• [AVAILABLE DATA]:
───

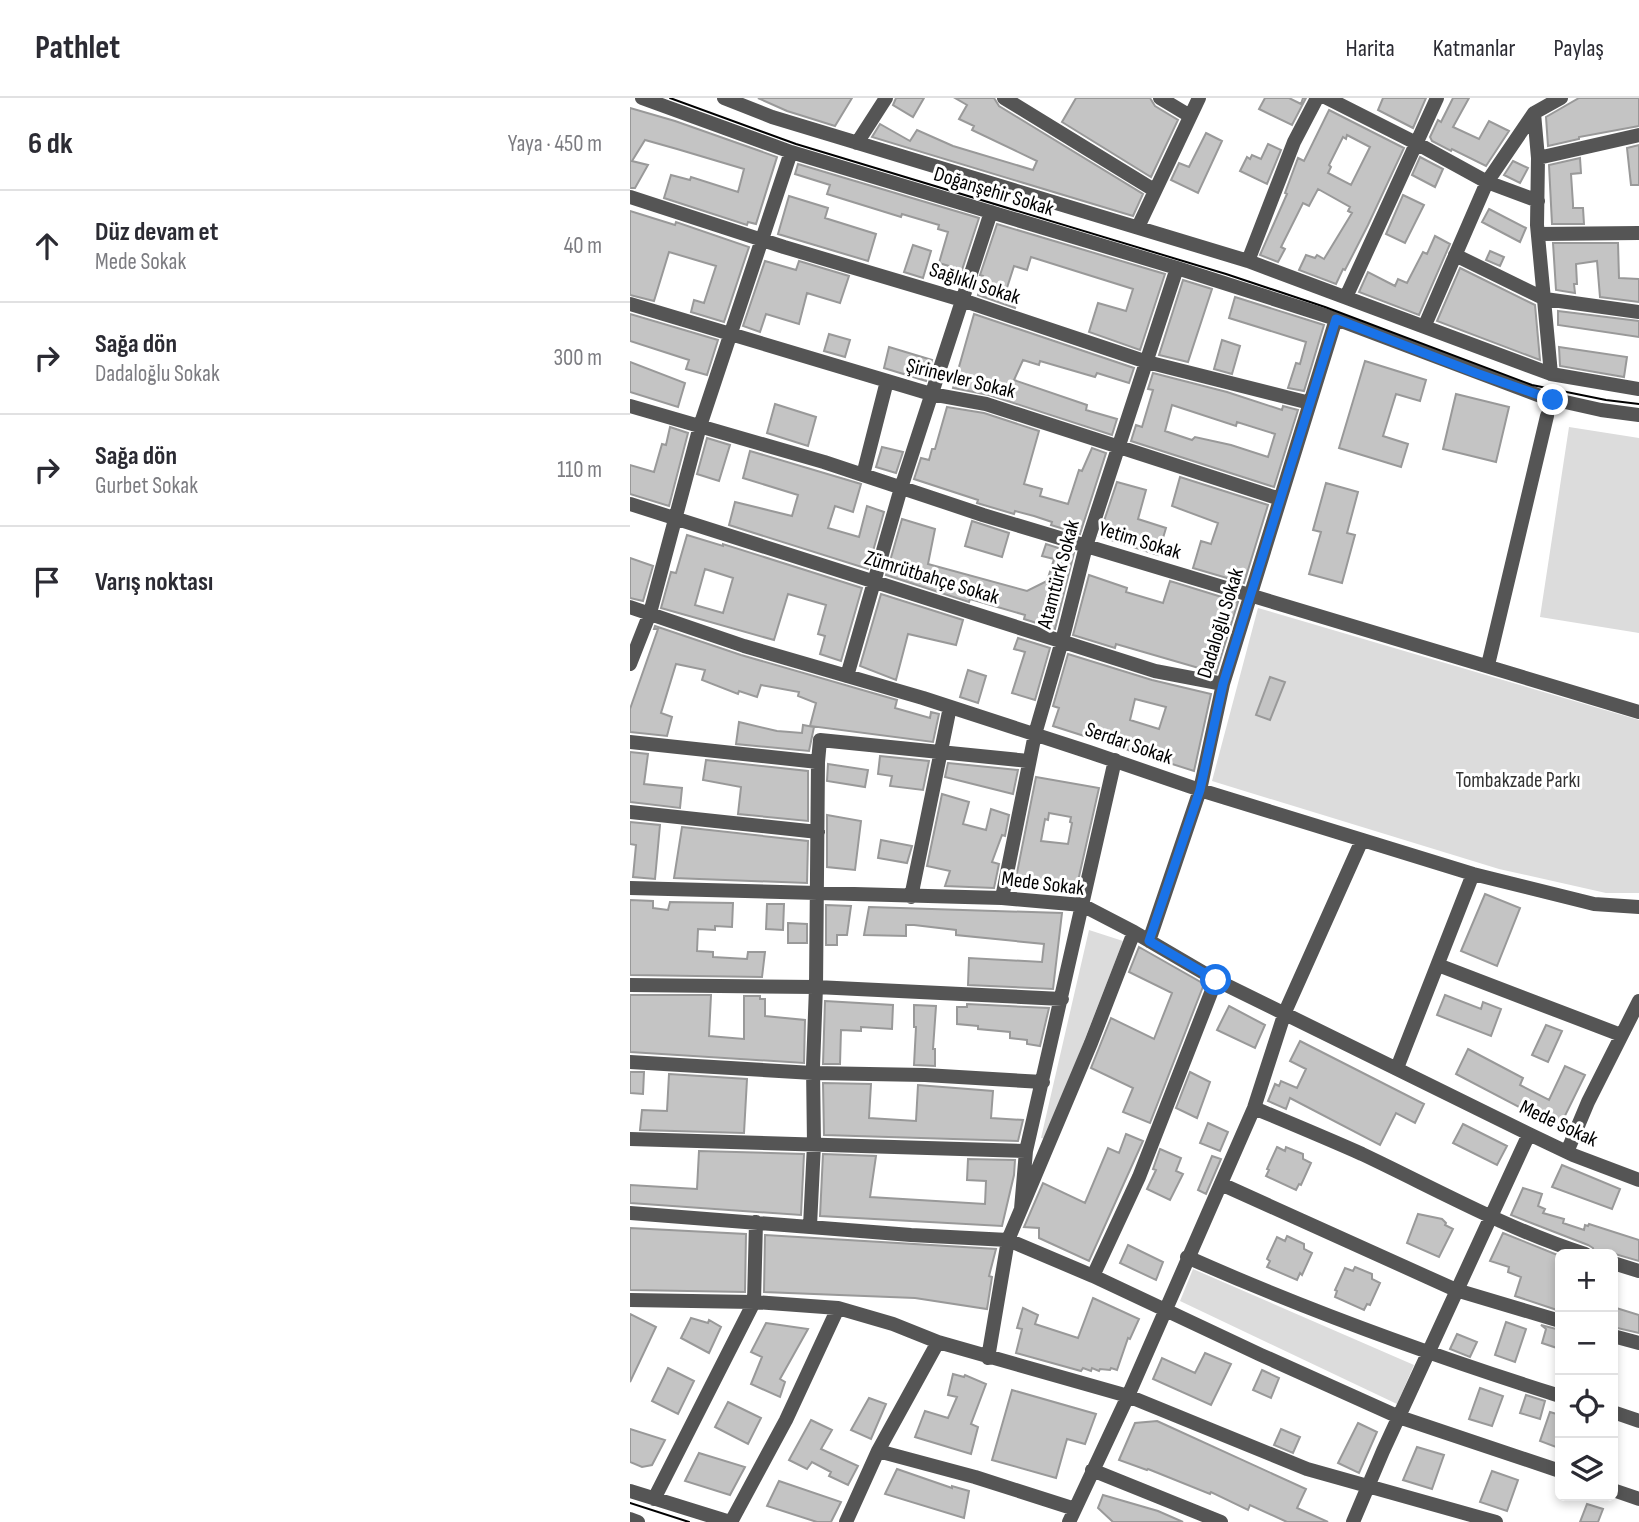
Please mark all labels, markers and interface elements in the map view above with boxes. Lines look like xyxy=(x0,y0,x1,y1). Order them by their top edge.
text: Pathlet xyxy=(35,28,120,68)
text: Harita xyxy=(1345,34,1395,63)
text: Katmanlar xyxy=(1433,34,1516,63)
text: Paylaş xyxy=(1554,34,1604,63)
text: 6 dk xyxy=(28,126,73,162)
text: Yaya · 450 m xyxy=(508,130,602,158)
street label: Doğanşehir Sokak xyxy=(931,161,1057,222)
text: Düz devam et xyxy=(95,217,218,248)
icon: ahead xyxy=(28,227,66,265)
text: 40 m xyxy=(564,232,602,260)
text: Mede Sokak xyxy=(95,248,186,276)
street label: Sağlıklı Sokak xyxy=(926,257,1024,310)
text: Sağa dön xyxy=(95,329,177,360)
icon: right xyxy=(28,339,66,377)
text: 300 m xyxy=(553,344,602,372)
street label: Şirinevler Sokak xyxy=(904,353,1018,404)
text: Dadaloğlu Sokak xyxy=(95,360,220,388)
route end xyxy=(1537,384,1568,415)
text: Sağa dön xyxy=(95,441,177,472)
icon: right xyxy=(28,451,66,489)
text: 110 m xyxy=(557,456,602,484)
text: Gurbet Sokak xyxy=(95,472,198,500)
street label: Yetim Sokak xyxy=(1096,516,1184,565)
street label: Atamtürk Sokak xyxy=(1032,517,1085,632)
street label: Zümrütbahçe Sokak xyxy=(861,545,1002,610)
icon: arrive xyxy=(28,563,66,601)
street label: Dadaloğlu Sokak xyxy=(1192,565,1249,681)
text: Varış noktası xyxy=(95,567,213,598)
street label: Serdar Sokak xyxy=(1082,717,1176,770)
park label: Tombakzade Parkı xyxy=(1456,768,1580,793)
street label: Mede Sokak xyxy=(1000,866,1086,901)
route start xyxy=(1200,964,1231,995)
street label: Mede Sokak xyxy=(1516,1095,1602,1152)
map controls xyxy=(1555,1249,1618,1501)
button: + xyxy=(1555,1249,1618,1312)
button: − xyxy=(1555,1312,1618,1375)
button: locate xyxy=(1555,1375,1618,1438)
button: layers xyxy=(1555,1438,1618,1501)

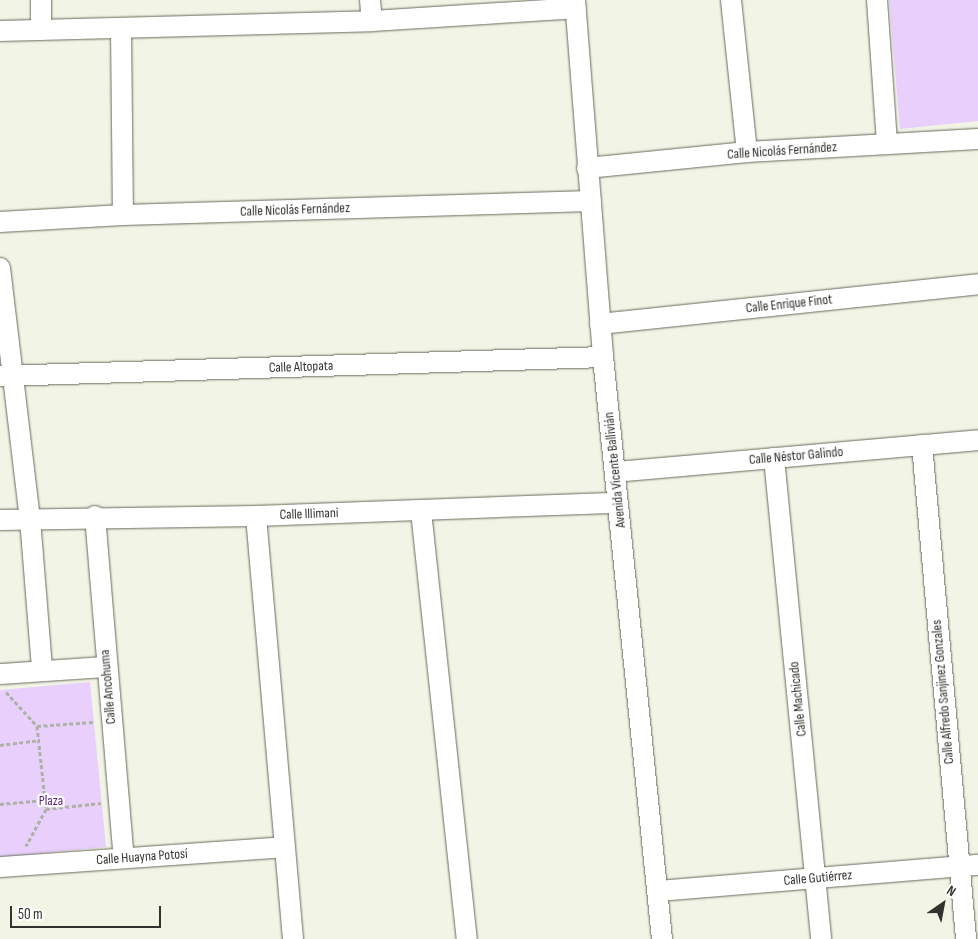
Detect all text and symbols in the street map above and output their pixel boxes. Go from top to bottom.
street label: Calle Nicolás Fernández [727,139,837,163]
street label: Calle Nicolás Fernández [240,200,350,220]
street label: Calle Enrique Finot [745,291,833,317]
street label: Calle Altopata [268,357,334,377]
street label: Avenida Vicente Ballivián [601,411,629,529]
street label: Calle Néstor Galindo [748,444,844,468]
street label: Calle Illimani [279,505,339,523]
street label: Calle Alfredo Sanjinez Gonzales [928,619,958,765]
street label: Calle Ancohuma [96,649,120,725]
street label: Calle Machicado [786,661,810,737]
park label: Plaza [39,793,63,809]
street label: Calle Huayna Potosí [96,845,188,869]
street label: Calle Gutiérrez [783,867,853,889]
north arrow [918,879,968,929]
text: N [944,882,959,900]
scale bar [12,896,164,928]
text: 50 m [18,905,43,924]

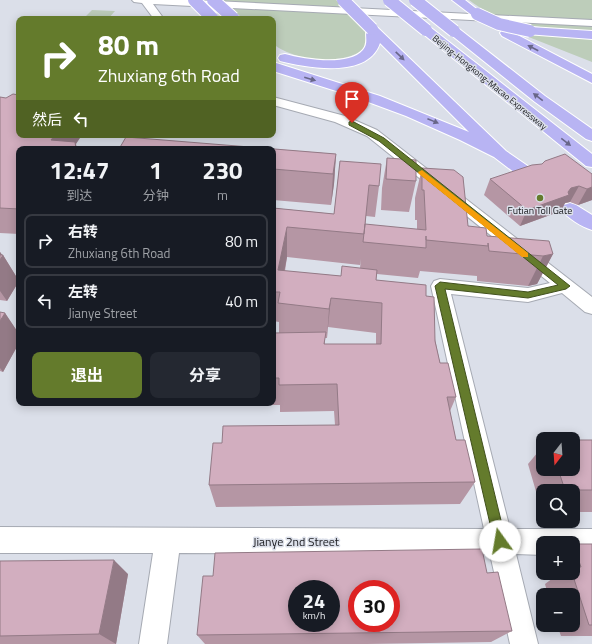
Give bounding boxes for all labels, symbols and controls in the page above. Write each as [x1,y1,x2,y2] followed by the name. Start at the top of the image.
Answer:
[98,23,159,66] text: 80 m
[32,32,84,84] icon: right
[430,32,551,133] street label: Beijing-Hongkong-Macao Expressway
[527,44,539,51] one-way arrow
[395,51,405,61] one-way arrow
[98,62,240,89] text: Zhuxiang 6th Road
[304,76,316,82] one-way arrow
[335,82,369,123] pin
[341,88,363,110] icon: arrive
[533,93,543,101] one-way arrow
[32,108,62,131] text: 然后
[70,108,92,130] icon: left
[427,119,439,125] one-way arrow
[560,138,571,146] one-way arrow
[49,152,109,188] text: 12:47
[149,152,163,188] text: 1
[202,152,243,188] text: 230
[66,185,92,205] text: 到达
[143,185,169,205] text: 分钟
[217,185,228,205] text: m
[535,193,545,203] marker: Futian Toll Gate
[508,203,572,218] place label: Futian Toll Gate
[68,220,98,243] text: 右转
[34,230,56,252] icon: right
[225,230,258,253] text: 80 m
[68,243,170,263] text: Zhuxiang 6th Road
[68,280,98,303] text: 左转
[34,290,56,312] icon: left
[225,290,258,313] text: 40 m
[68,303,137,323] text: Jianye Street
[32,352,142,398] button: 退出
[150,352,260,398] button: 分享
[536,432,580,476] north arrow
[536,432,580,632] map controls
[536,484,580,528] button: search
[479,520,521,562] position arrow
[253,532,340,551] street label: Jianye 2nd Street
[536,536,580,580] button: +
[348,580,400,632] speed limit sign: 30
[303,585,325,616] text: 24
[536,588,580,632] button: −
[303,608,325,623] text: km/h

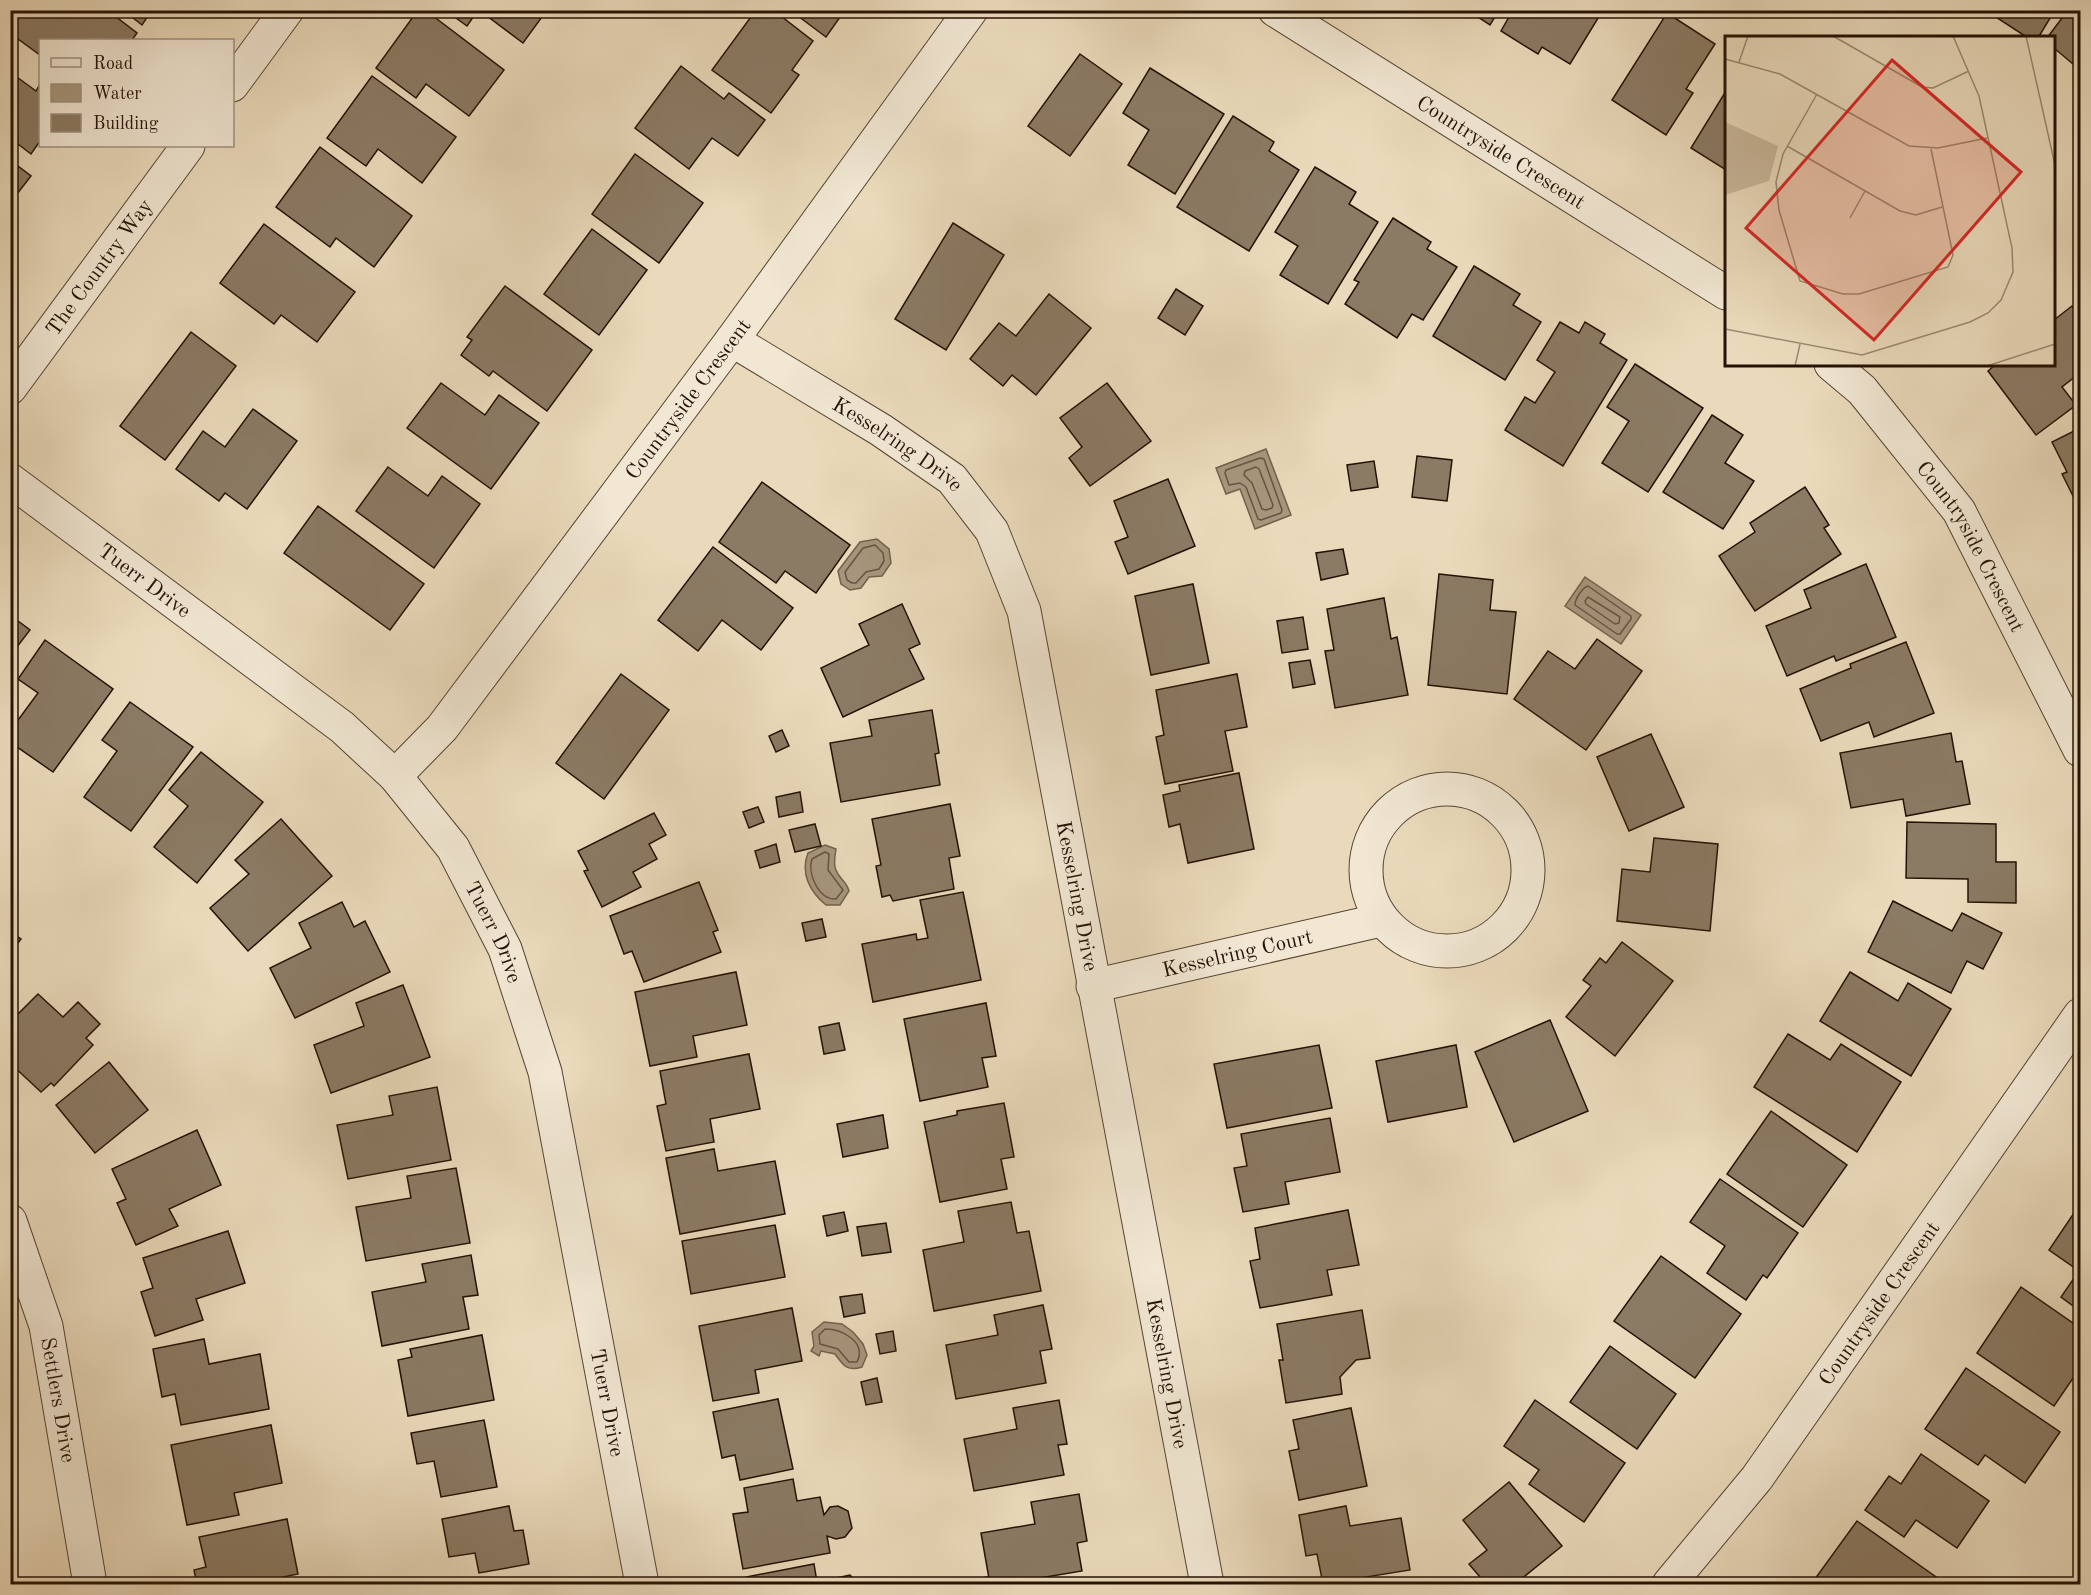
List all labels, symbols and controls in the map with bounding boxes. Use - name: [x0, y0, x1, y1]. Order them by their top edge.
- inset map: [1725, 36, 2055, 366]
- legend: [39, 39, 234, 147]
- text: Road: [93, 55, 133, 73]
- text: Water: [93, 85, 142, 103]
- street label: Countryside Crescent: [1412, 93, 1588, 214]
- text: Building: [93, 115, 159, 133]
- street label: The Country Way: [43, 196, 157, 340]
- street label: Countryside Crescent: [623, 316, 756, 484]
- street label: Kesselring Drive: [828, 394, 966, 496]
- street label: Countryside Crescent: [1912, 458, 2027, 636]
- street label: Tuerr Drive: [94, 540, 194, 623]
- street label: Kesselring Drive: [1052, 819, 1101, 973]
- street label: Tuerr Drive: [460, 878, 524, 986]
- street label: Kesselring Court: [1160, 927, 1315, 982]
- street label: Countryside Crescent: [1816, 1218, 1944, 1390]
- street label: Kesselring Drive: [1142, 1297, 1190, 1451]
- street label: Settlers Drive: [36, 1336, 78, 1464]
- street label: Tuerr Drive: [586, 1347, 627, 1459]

───

• [WHAT YOU ARE ASKED TO DO]: Give back exactly the lines from the line containing "List all labels, symbols" to the end of the entries, and no other lines.

• [WRITTEN SOLUTION]:
List all labels, symbols and controls in the map with bounding boxes. Use - name: [x0, y0, x1, y1]. Order them by their top edge.
- inset map: [1725, 36, 2055, 366]
- legend: [39, 39, 234, 147]
- text: Road: [93, 55, 133, 73]
- text: Water: [93, 85, 142, 103]
- street label: Countryside Crescent: [1412, 93, 1588, 214]
- text: Building: [93, 115, 159, 133]
- street label: The Country Way: [43, 196, 157, 340]
- street label: Countryside Crescent: [623, 316, 756, 484]
- street label: Kesselring Drive: [828, 394, 966, 496]
- street label: Countryside Crescent: [1912, 458, 2027, 636]
- street label: Tuerr Drive: [94, 540, 194, 623]
- street label: Kesselring Drive: [1052, 819, 1101, 973]
- street label: Tuerr Drive: [460, 878, 524, 986]
- street label: Kesselring Court: [1160, 927, 1315, 982]
- street label: Countryside Crescent: [1816, 1218, 1944, 1390]
- street label: Kesselring Drive: [1142, 1297, 1190, 1451]
- street label: Settlers Drive: [36, 1336, 78, 1464]
- street label: Tuerr Drive: [586, 1347, 627, 1459]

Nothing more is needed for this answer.